2024 : année charnière qui sera le déclencheur d’une refonte de l’apprentissage du permis de conduire

Le monde de l’apprentissage du permis de conduire change, il est désormais porté par l’innovation, les nouveaux usages. Mais il est conditionné par de nouvelles contraintes économiques et réglementaires. Et son apprentissage reste à l’heure actuelle dispensé par un système qui finalement n’a pas évolué depuis des décennies. Alors comment penser révolutionner un secteur dont l’obsolescence a atteint son apogée et qui est tenu par des acteurs dont les intérêts économiques dépassent de loin celui de l’enseignement et des besoins des candidats ?

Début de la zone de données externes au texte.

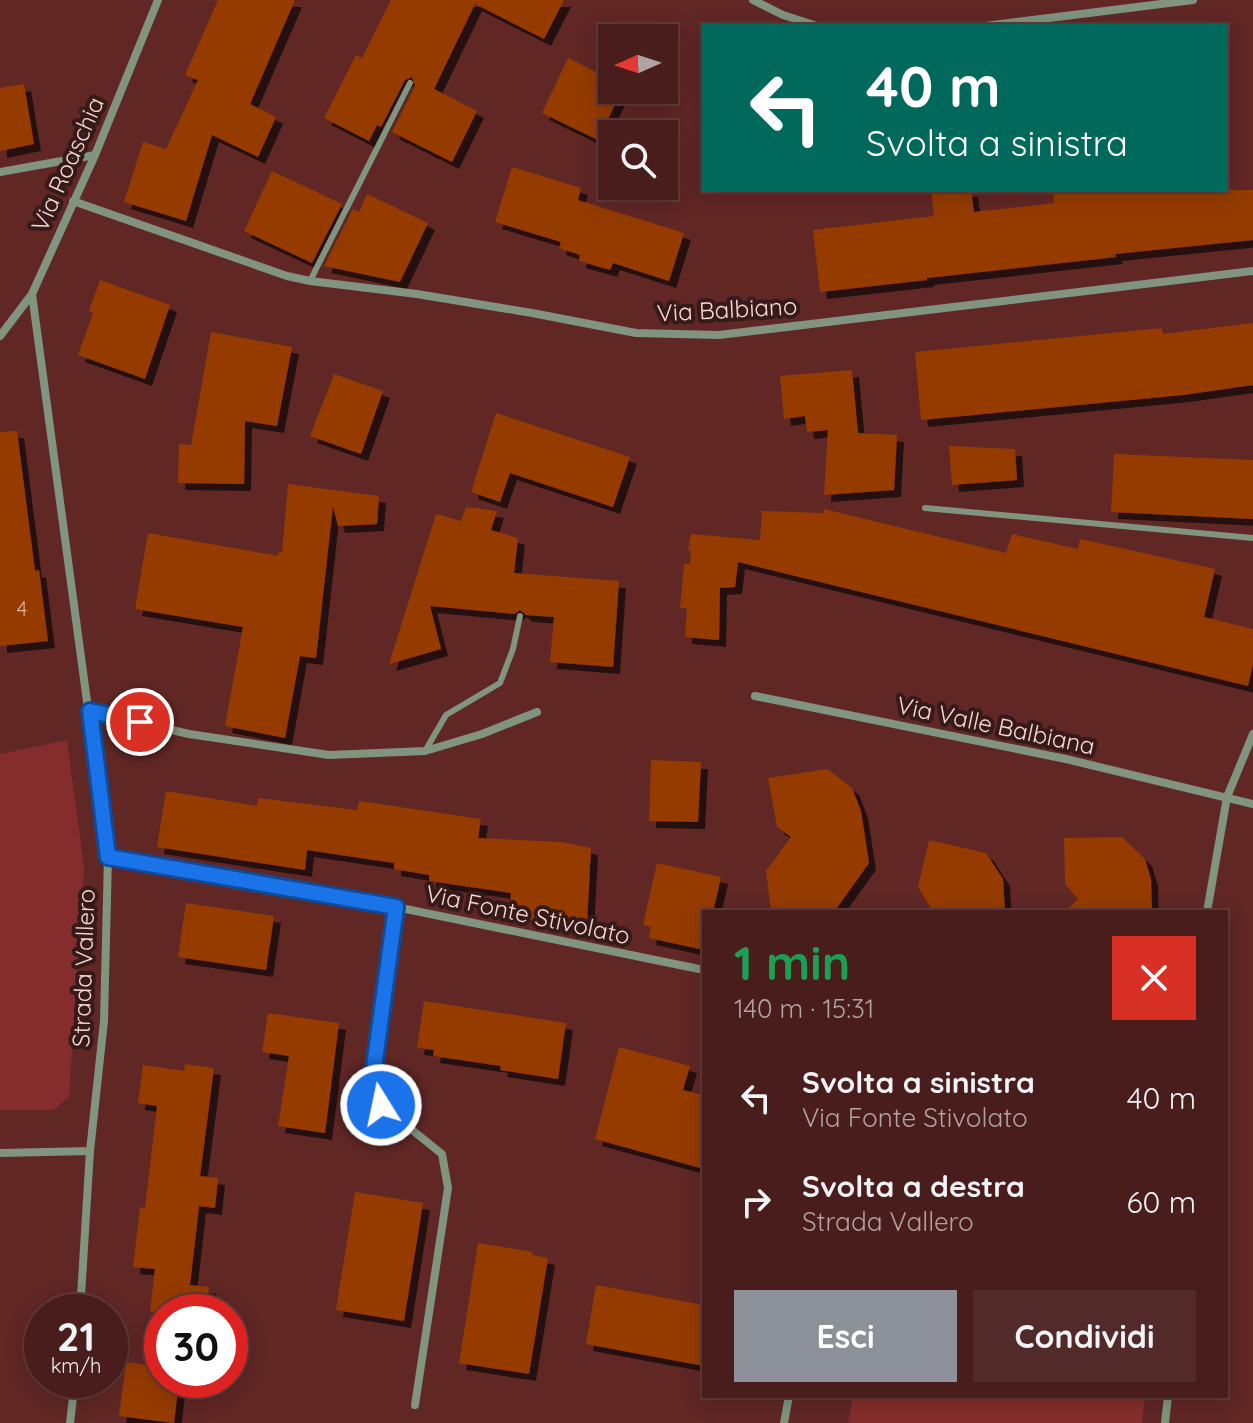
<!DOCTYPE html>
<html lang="it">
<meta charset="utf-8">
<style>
:root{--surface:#481d1c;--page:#522a29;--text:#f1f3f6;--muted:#b1a2a3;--line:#603b3b;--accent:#8c9099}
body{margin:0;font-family:Quicksand,sans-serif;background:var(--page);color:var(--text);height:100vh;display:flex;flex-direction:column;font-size:30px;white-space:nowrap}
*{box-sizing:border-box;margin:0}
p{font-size:26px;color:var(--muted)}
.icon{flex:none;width:44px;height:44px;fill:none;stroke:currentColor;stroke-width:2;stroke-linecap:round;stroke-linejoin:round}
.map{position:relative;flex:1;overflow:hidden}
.sheet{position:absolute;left:702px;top:910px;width:526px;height:488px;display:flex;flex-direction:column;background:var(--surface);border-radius:0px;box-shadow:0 4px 20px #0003,0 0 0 2px var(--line)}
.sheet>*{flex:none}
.hud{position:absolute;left:702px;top:24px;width:526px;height:168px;border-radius:0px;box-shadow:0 4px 20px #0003,0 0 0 2px var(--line);background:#00695c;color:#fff;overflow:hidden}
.needle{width:52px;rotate:267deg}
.buttons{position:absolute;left:598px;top:24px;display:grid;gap:16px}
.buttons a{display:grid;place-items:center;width:80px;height:80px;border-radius:0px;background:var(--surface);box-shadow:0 4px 20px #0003,0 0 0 2px var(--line);font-size:40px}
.speed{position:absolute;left:24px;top:1294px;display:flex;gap:16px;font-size:40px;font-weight:700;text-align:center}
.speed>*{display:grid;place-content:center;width:104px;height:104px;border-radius:50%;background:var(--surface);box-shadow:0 4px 20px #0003,0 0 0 2px var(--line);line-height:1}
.speed small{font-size:20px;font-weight:400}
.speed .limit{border:12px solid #d22;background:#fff;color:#111}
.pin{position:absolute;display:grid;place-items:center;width:68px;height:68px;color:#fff;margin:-34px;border:4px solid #fff;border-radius:50%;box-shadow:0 2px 8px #0007}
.me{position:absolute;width:88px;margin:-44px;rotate:350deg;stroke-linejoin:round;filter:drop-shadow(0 0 6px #0008)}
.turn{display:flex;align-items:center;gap:28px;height:168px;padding:0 32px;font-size:36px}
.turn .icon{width:104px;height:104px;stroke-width:2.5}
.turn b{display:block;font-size:56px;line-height:68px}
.round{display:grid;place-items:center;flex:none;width:84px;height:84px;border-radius:0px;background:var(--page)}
.headline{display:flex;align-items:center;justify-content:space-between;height:136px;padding:0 32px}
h1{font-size:48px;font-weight:800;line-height:60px;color:#1e9e55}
.button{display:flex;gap:16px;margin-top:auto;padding:16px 32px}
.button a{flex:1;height:92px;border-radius:0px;background:var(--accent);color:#fff;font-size:32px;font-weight:800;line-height:92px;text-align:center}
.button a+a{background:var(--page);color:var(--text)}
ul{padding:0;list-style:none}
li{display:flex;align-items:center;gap:24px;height:104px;padding:0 32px}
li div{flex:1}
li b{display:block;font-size:30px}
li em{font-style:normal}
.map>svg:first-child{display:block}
.green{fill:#852d2c}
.building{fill:#953a01;filter:url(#shadow)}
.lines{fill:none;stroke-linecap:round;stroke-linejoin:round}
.lane{stroke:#80947f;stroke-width:6}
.street{stroke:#80947f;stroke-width:8}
.route-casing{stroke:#114b97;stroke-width:20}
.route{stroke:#1a73e8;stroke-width:14}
.labels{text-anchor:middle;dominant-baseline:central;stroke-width:8;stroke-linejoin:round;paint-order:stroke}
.number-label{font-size:20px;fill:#e2ae9e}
.street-label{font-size:24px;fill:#fbd5d2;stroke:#341a18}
</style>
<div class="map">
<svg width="1253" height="1423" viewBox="0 0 1253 1423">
<defs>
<filter id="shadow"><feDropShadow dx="7" dy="7" stdDeviation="0" flood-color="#0009"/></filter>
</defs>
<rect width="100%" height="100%" fill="#602725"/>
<path class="green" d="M67 740 84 868 69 1097 53 1110H0V754Z
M853 1396H1145L1142 1423H848Z"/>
<path class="building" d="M218 0H295L250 104 276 117 258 157 212 135 186 221 124 202 143 142 166 149 198 80 185 75Z
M391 0H564L544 39 475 4 434 89 477 111 452 162 392 132 415 86 412 77 405 80 381 127 377 125 369 141 324 118 356 55 362 58Z
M568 58 612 80V90H622L598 140 542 113Z
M24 84 34 144 0 151V88Z
M512 167 581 188 578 200 684 233 669 281 613 263 610 270 579 261 580 255 559 248 561 242 495 222Z
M272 171 342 204 312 263 244 231Z
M931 190H971L974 212 1054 203 1053 190H1253V240L1115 254 1116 257 927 278V280L820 292 813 230 934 216Z
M367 194 428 223 400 282 324 266 353 209 359 212Z
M100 280 170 305 145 379 78 355 93 313 89 311Z
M1253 323V385L1183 395 921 420 915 352 1162 328 1163 334Z
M211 332 292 347 277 426 245 421 244 484 178 483 179 444 191 445Z
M852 370 858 433 897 435 894 490 824 495 828 430 807 432 805 416 784 419 780 376Z
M334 374 383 391 361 454 310 436Z
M496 413 630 457 613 507 510 473 500 502 471 492Z
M17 431 35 571 39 570 48 641 0 646V432Z
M949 446 1015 449 1017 480 952 485Z
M1114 454 1253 460V519L1111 512Z
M288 484 379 496 377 524 338 526 333 506 316 658 300 656 285 738 225 726 243 627 135 609 148 533 278 556 279 552H282Z
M466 507 497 511 491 530 518 538 514 573 619 581 613 667 550 662 554 617 526 615 520 610 515 614 430 606 441 649 389 664 436 514 461 521Z
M824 509 1006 553 1012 534 1078 549 1080 539 1215 569 1204 617 1253 629V664L1248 686 738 562 735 587 720 588 719 640 685 637 687 608H680L684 564H690L691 551 688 550 691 534 760 540 762 511 824 513Z
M651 760 701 762 698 822 649 821Z
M828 769 852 788 861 811 869 863 834 912H771L766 871 791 837 777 827 768 778Z
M166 791 257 806 258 798 357 810 359 801 481 819 478 838 561 842 591 848 587 923 530 920V912L510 911 511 893 429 881V875L394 869V863L307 850 305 870 157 847Z
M1122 837 1145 859 1151 879 1152 912H1064L1078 899 1065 884 1064 838Z
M929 840 986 853 1003 879 1005 912H933L918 887Z
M657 863 721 877 713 912H704V950L649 938 651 927 643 925Z
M186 903 274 916 266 970 178 957Z
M424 1001 566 1023 558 1079 500 1070 501 1066 433 1056 434 1050 417 1048Z
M268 1013 339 1023 325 1133 278 1126 289 1056 262 1052Z
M619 1047 690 1066 683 1090 704 1095V1169L595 1139Z
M185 1064 214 1068 200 1176 218 1178 215 1208 199 1206 190 1285 209 1287 206 1312H150L155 1269 133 1267 140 1207 145 1208 157 1106 138 1103 143 1065 184 1071Z
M355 1192 423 1203 404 1321 336 1310Z
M478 1243 533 1252 532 1255 548 1258 529 1374 459 1363Z
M596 1285 704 1305V1366L586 1344Z
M126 1362 162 1367V1380H179L174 1423 119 1416Z"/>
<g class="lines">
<path class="lane" d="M310 281 410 83
M925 508 1253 538
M425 751 446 715 500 683 513 649 520 616"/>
<path class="street" d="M753 0 783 15 817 26
M985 26 1193 0
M0 172 95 155
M73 201 287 276 310 281 417 294 532 313 636 333 719 335 1253 271
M32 294 108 857 104 1021 90 1151 80 1312
M0 336 32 294 95 155 158 0
M755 696 1066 759 1253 804
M90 711 189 734 329 755 425 751 482 734 537 712
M108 857 396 907 704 970
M396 907 372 1082 381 1105 442 1154 448 1188 415 1405
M1207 912 1227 797 1253 734
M0 1153 90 1151
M70 1423 75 1380
M784 1423 789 1396
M1165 1423 1168 1396"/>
</g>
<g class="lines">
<g class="route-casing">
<path id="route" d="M140 722 90 711 108 857 396 907 372 1082 381 1105"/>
</g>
<use href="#route" class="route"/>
</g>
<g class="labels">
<g class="number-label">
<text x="22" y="608">4</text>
</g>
<g class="street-label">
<text transform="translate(67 164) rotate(-66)">Via Roaschia</text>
<text transform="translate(727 309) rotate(-3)">Via Balbiano</text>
<text transform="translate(996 725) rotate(12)">Via Valle Balbiana</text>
<text transform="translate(528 914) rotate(12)">Via Fonte Stivolato</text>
<text transform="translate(83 968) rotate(-88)">Strada Vallero</text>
</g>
</g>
</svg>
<div class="buttons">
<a><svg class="needle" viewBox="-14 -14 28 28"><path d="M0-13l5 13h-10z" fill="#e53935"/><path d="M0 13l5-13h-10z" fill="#b1a2a3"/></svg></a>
<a><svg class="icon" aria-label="search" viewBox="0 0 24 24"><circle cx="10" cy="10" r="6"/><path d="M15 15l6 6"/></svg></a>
</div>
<div class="speed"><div>21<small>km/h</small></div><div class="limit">30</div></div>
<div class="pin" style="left:140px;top:722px;background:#d93025"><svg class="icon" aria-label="arrive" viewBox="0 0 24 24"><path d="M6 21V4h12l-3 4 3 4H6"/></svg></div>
<svg class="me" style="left:381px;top:1105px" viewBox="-20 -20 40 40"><circle r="17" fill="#1a73e8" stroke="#fff" stroke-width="3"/><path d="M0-11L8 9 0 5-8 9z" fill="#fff"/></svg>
<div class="hud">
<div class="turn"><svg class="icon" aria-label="left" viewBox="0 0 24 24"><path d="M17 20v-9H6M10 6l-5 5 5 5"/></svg><div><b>40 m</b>Svolta a sinistra</div></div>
</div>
<section class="sheet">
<div class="headline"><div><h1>1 min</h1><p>140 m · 15:31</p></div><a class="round" style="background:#d93025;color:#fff"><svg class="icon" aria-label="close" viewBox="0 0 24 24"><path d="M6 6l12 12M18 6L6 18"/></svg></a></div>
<ul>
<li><svg class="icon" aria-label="left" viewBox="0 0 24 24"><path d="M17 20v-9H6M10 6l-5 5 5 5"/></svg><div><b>Svolta a sinistra</b><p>Via Fonte Stivolato</p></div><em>40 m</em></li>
<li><svg class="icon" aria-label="right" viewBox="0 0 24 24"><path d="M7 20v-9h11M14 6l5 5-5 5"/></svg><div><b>Svolta a destra</b><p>Strada Vallero</p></div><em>60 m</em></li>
</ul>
<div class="button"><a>Esci</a><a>Condividi</a></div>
</section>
</div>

Nous ne parlons pas ici d’un marché de niche. Nous parlons ici de l’un des plus important en France, car crucial économiquement et socialement parlant. Il deviendra à partir de 2024 le passage obligatoire pour près de 2.5 millions de personnes. Les intérêts économiques et sociaux sont tels que l’enjeu devrait devenir d’utilité publique. Car il est trop facile de faire reposer la pression de la réussite uniquement sur les épaules des candidats alors que le dispositif qu’ils intègrent ne répond pas à leur besoin de performance.

Un gouvernement qui surfe sur de bonnes intentions ?

Pour pallier les difficultés que rencontrent les candidats depuis ces dernières années, le gouvernement s’est emparé du sujet : abaissement de l’âge d’obtention, instauration d’une plateforme digitale qui facilite la prise de rendez-vous, réexamen du code de la route, mise en place d’aides financières … l’intention est louable mais nombre de ces mesures entraîneront des conséquences inverse à l’effet bénéfique recherché, avec à la clé des hausses tarifaires inévitables.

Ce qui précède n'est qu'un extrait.